At the end of 2016, I was low. I was feeling hopeless and sad. I had lost my job and was unable to find a new one, no matter how many interviews I went on or resumes I sent out. In my free time, I had poured my heart and soul into the presidential campaign, volunteering for Hillary Clinton. Like so many, I had high hopes for Election Day. In the days after Election Night, I felt lost and confused.
Things were not going the way I had thought they would. And I was sick of it. I was sick of being down and I wanted 2017 to be different. So I set my intention and chose “RISE” as my word of the year. I wanted to rise out of my situation and find a job that I loved. I wanted to raise my vibration and stop being so blue. I wanted to rise and stand up for the issues that are important to me.
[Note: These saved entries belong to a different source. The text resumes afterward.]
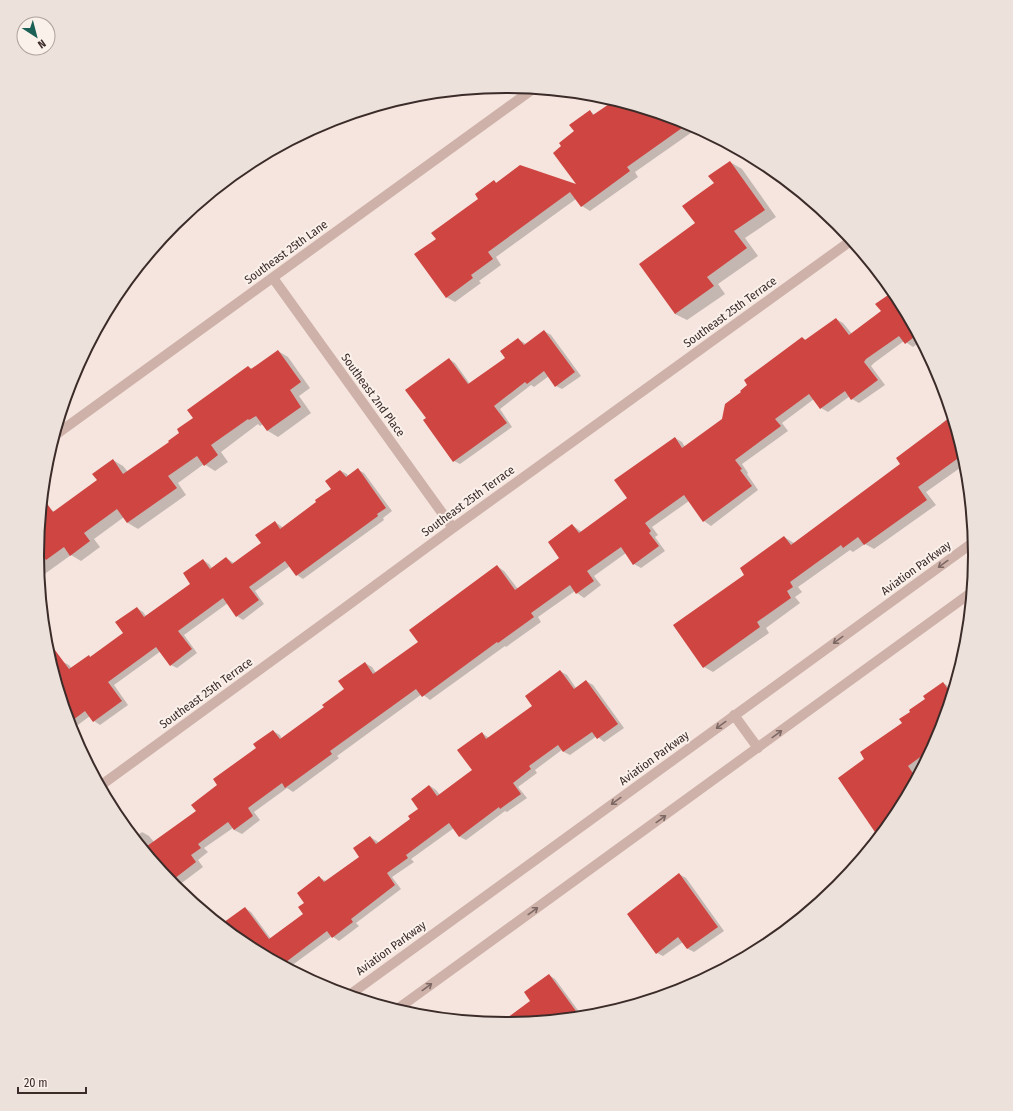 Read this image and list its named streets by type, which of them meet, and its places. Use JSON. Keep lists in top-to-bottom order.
{
  "streets": {
    "street": [
      "Southeast 25th Lane",
      "Southeast 25th Terrace",
      "Southeast 2nd Place",
      "Aviation Parkway"
    ]
  },
  "crossings": [
    ["Southeast 25th Lane", "Southeast 2nd Place"],
    ["Southeast 25th Terrace", "Southeast 2nd Place"]
  ],
  "scale_bar": "20 m",
  "north": "bottom right"
} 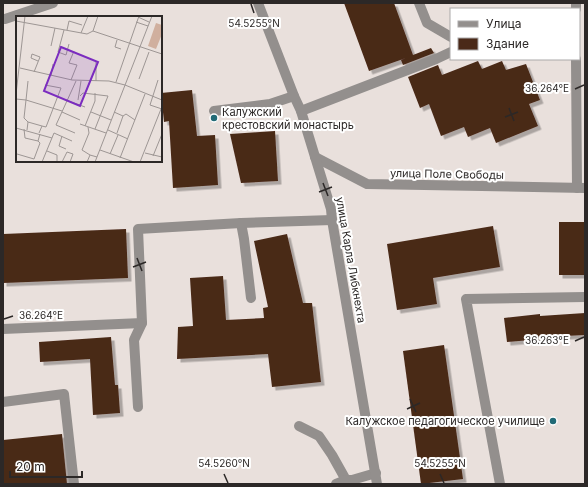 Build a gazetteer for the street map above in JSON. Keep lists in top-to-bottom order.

I wanted to raise my profile as a writer.
And 2017 was a pretty good year.
I got a job I love, I fell madly in love. Yet, as I looked back at the goals I didn’t accomplish last year, so many of them were because I never even attempted to accomplish them.
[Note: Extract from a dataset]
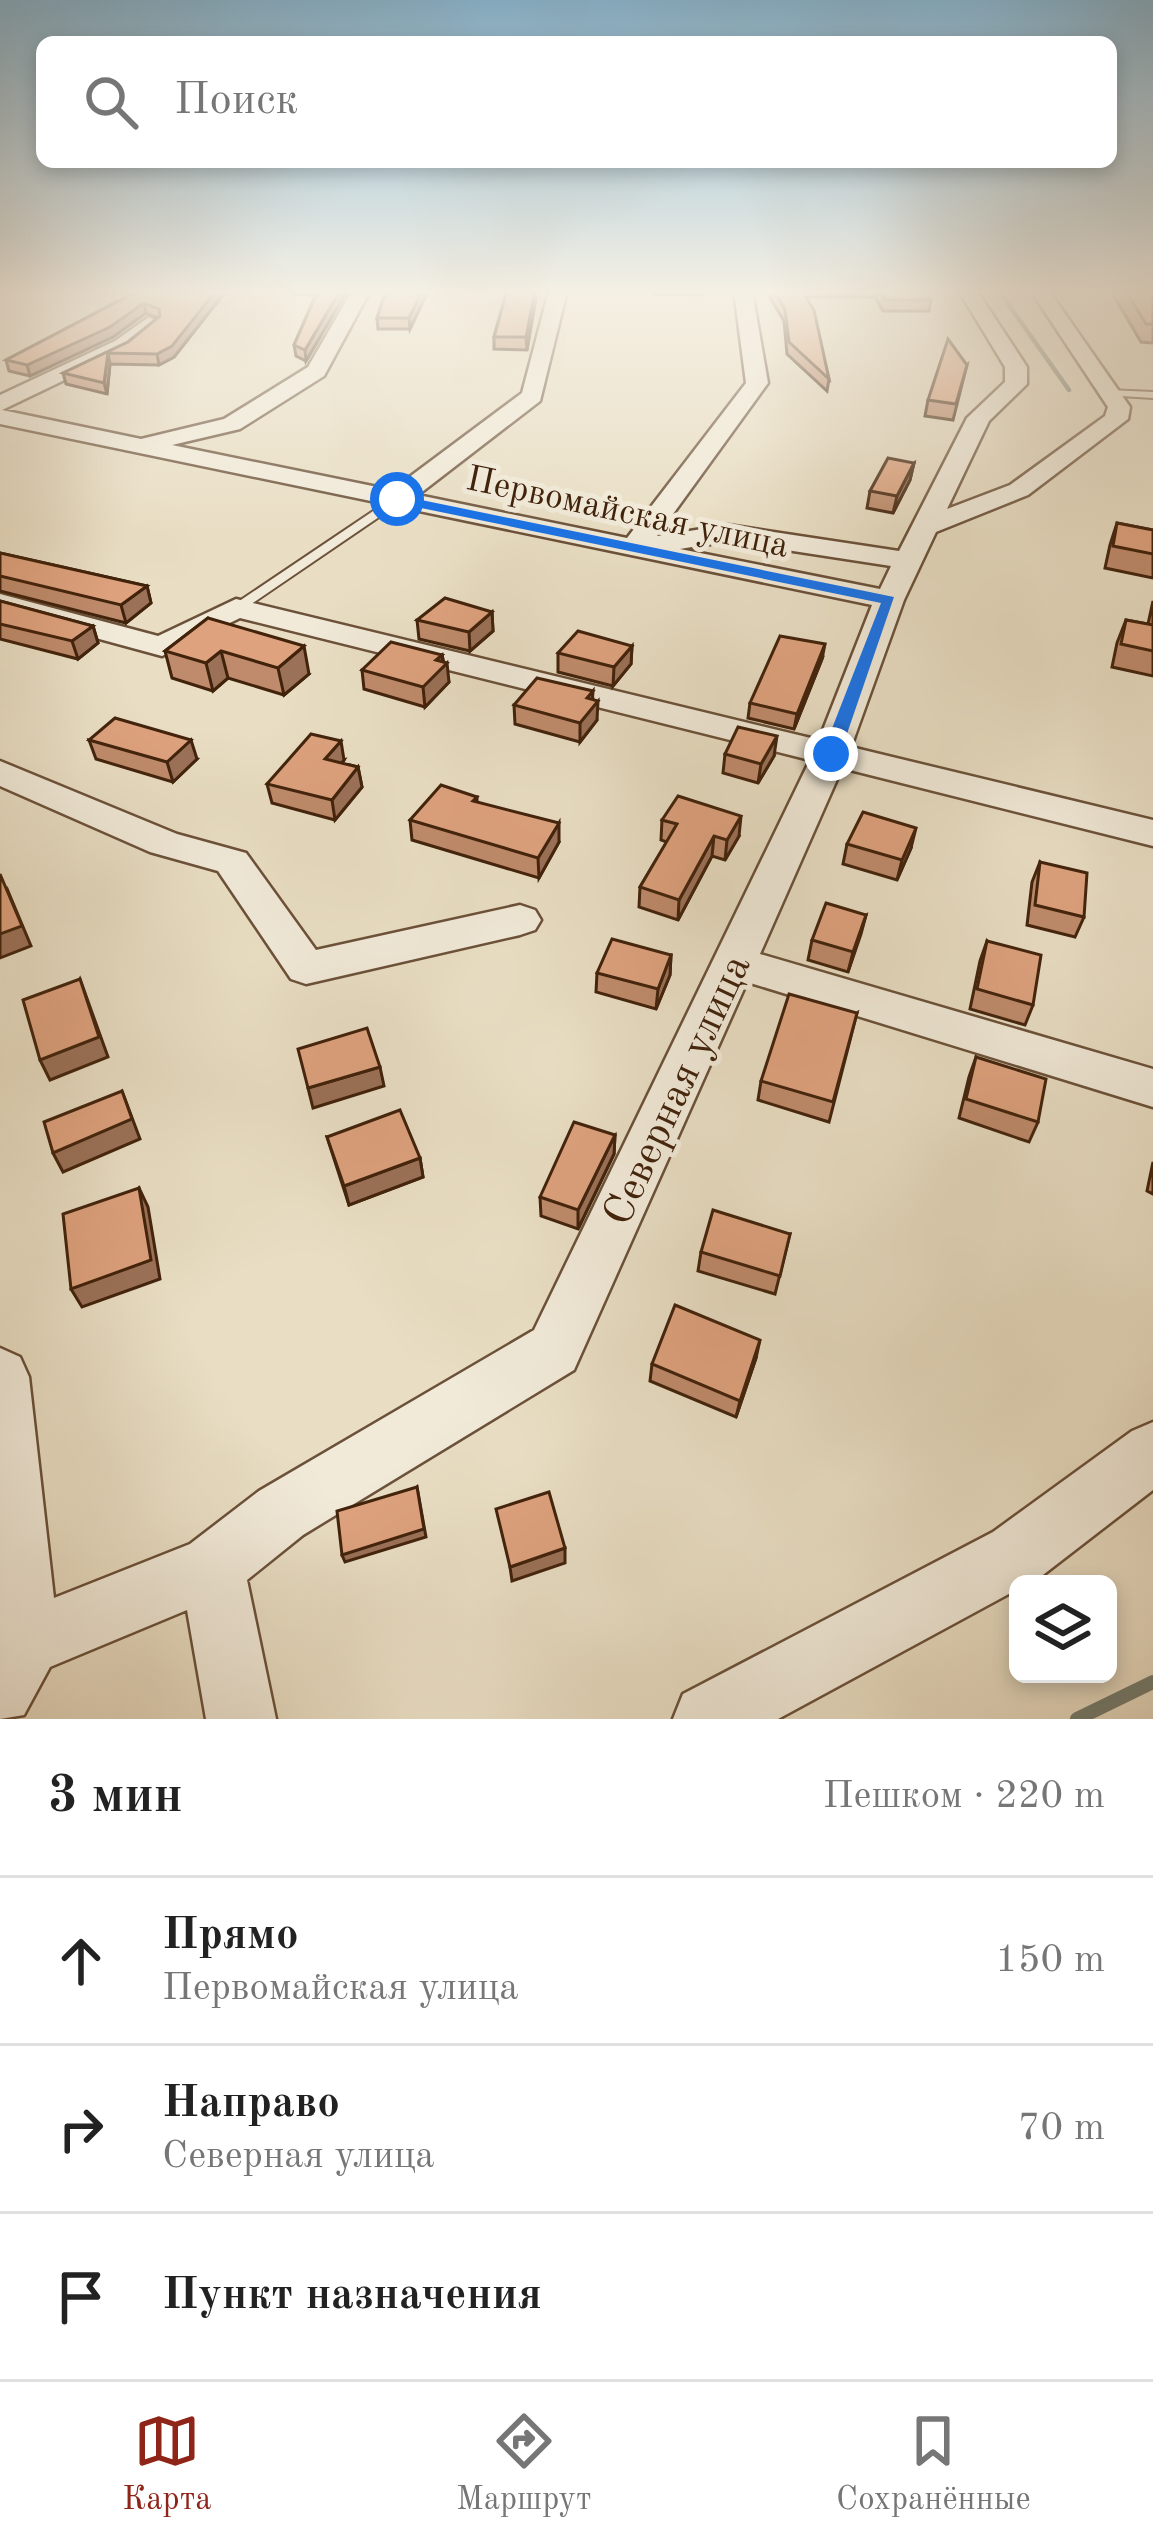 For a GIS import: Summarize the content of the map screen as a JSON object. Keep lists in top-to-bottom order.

So this year, I vow to SHOW UP.
I will show up for my health by dragging my ass to the gym even on the days that I just want to lay in bed, snuggled up under the covers.
I will show up at work by taking on new projects and being an advocate for myself.
I will show up here, posting at least twice a week. This blog has been a whisper and a dream for a long time. The one idea that will not leave me alone. I think about it all the time and this is the year that I dedicate myself to this space.
I will show up for myself by meditating each morning. I am starting with 5 minutes and go from there.
I will show up for the causes I care about. Sharing posts or retweeting links is one thing, but I need to put my body (& money) where my mouth is.
Showing up may look different every day and that’s ok.
What’s your mantra or phrase for 2018?